The conversation about digital money in America fundamentally shifted in July 2025. For years, policymakers, technologists, and central bankers debated whether the United States should issue a government-backed digital currency. That debate didn't end with consensus—it ended with a decisive legislative rejection.
While the Anti-CBDC Surveillance State Act sought to bar the Federal Reserve from issuing a retail digital currency directly to the public, the real-world legislative battleground shifted to frameworks designed to bring private stablecoin issuers under federal oversight. Together, these competing efforts represent a significant monetary policy pivot, giving private companies a regulatory green light to digitize the dollar under strict guardrails.
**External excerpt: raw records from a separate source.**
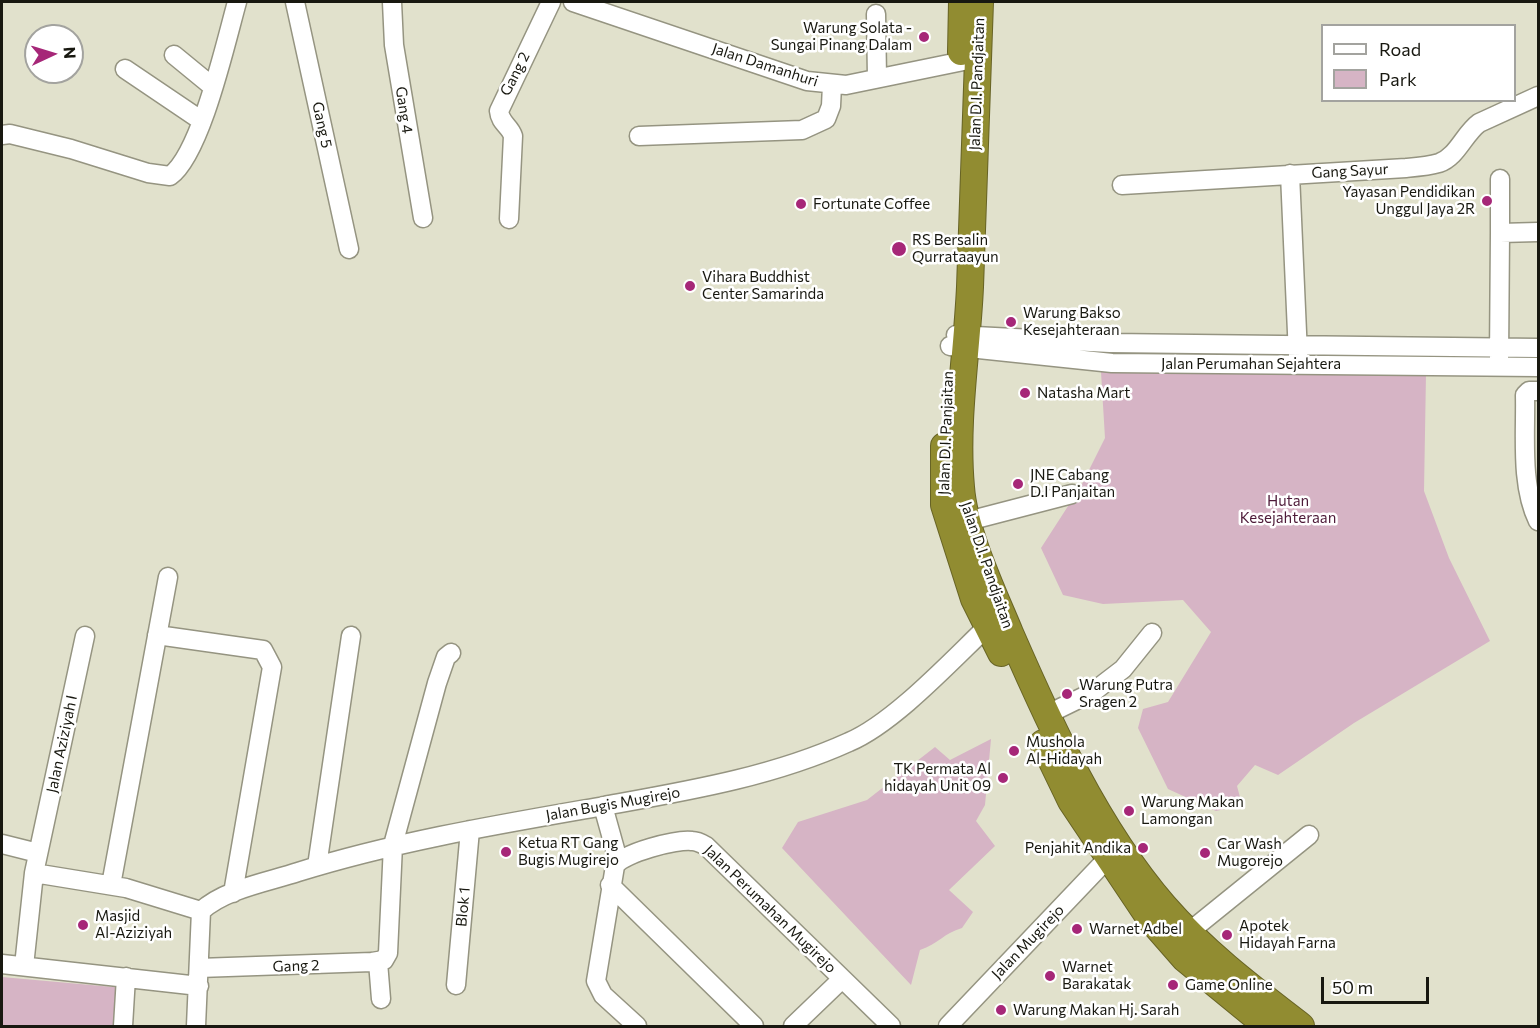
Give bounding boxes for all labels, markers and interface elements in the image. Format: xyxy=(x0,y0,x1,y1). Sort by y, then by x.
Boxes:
street label: Jalan D.I. Pandjaitan xyxy=(966,17,988,151)
place label: Warung Solata - Sungai Pinang Dalam xyxy=(771,19,912,54)
north arrow xyxy=(24,24,84,84)
legend xyxy=(1321,24,1516,102)
marker: Warung Solata - Sungai Pinang Dalam xyxy=(917,30,931,44)
text: Road xyxy=(1379,38,1421,60)
street label: Jalan Damanhuri xyxy=(710,39,820,91)
text: N xyxy=(61,46,80,59)
street label: Gang 2 xyxy=(496,49,534,99)
text: Park xyxy=(1379,68,1417,90)
street label: Gang 4 xyxy=(392,85,416,135)
street label: Gang 5 xyxy=(308,100,336,150)
street label: Gang Sayur xyxy=(1311,160,1389,182)
place label: Yayasan Pendidikan Unggul Jaya 2R xyxy=(1342,183,1475,218)
marker: Yayasan Pendidikan Unggul Jaya 2R xyxy=(1480,194,1494,208)
place label: Fortunate Coffee xyxy=(813,195,930,213)
marker: Fortunate Coffee xyxy=(794,197,808,211)
place label: RS Bersalin Qurrataayun xyxy=(912,231,999,266)
marker: RS Bersalin Qurrataayun xyxy=(890,240,908,258)
place label: Vihara Buddhist Center Samarinda xyxy=(702,268,824,303)
marker: Vihara Buddhist Center Samarinda xyxy=(683,279,697,293)
place label: Warung Bakso Kesejahteraan xyxy=(1023,304,1121,339)
marker: Warung Bakso Kesejahteraan xyxy=(1004,315,1018,329)
street label: Jalan Perumahan Sejahtera xyxy=(1161,355,1341,373)
street label: Jalan D.I. Panjaitan xyxy=(935,371,957,495)
place label: Natasha Mart xyxy=(1037,384,1130,402)
marker: Natasha Mart xyxy=(1018,386,1032,400)
place label: JNE Cabang D.I Panjaitan xyxy=(1030,466,1115,501)
marker: JNE Cabang D.I Panjaitan xyxy=(1011,477,1025,491)
park label: Hutan Kesejahteraan xyxy=(1240,492,1336,527)
street label: Jalan D.I. Pandjaitan xyxy=(957,499,1017,631)
place label: Warung Putra Sragen 2 xyxy=(1079,676,1173,711)
marker: Warung Putra Sragen 2 xyxy=(1060,687,1074,701)
street label: Jalan Aziziyah I xyxy=(43,694,81,794)
place label: Mushola Al-Hidayah xyxy=(1026,733,1102,768)
marker: Mushola Al-Hidayah xyxy=(1007,744,1021,758)
place label: TK Permata Al hidayah Unit 09 xyxy=(884,760,991,795)
marker: TK Permata Al hidayah Unit 09 xyxy=(996,771,1010,785)
street label: Jalan Bugis Mugirejo xyxy=(544,783,682,825)
place label: Warung Makan Lamongan xyxy=(1141,793,1244,828)
marker: Warung Makan Lamongan xyxy=(1122,804,1136,818)
place label: Ketua RT Gang Bugis Mugirejo xyxy=(518,834,619,869)
place label: Car Wash Mugorejo xyxy=(1217,835,1283,870)
place label: Penjahit Andika xyxy=(1025,839,1131,857)
street label: Jalan Perumahan Mugirejo xyxy=(700,841,840,977)
marker: Penjahit Andika xyxy=(1136,841,1150,855)
marker: Ketua RT Gang Bugis Mugirejo xyxy=(499,845,513,859)
marker: Car Wash Mugorejo xyxy=(1198,846,1212,860)
street label: Blok 1 xyxy=(452,886,474,928)
street label: Jalan Mugirejo xyxy=(988,901,1068,983)
place label: Masjid Al-Aziziyah xyxy=(95,907,172,942)
place label: Apotek Hidayah Farna xyxy=(1239,917,1336,952)
marker: Masjid Al-Aziziyah xyxy=(76,918,90,932)
place label: Warnet Adbel xyxy=(1089,920,1182,938)
marker: Warnet Adbel xyxy=(1070,922,1084,936)
marker: Apotek Hidayah Farna xyxy=(1220,928,1234,942)
street label: Gang 2 xyxy=(272,956,320,976)
place label: Warnet Barakatak xyxy=(1062,958,1131,993)
scale bar xyxy=(1324,965,1432,1003)
marker: Warnet Barakatak xyxy=(1043,969,1057,983)
place label: Game Online xyxy=(1185,976,1273,994)
text: 50 m xyxy=(1332,976,1373,998)
marker: Game Online xyxy=(1166,978,1180,992)
place label: Warung Makan Hj. Sarah xyxy=(1013,1001,1179,1019)
marker: Warung Makan Hj. Sarah xyxy=(994,1003,1008,1017)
This wasn't an accident. It was the result of an unusual political coalition—privacy advocates worried about government overreach, banking lobbyists protecting their business model, and free-market ideologues who believed Silicon Valley could do it better than Washington. The result? America chose to privatize its digital currency infrastructure rather than build it as a public utility.
Meanwhile, China accelerated in precisely the opposite direction. By September 2025, the digital yuan (e-CNY) had processed over $2 trillion in transactions, integrated into a "dual-center" cross-border architecture designed to challenge dollar dominance. The world's two largest economies made fundamentally incompatible choices about the future of money.
Stablecoins vs. CBDCs: What's the Real Difference?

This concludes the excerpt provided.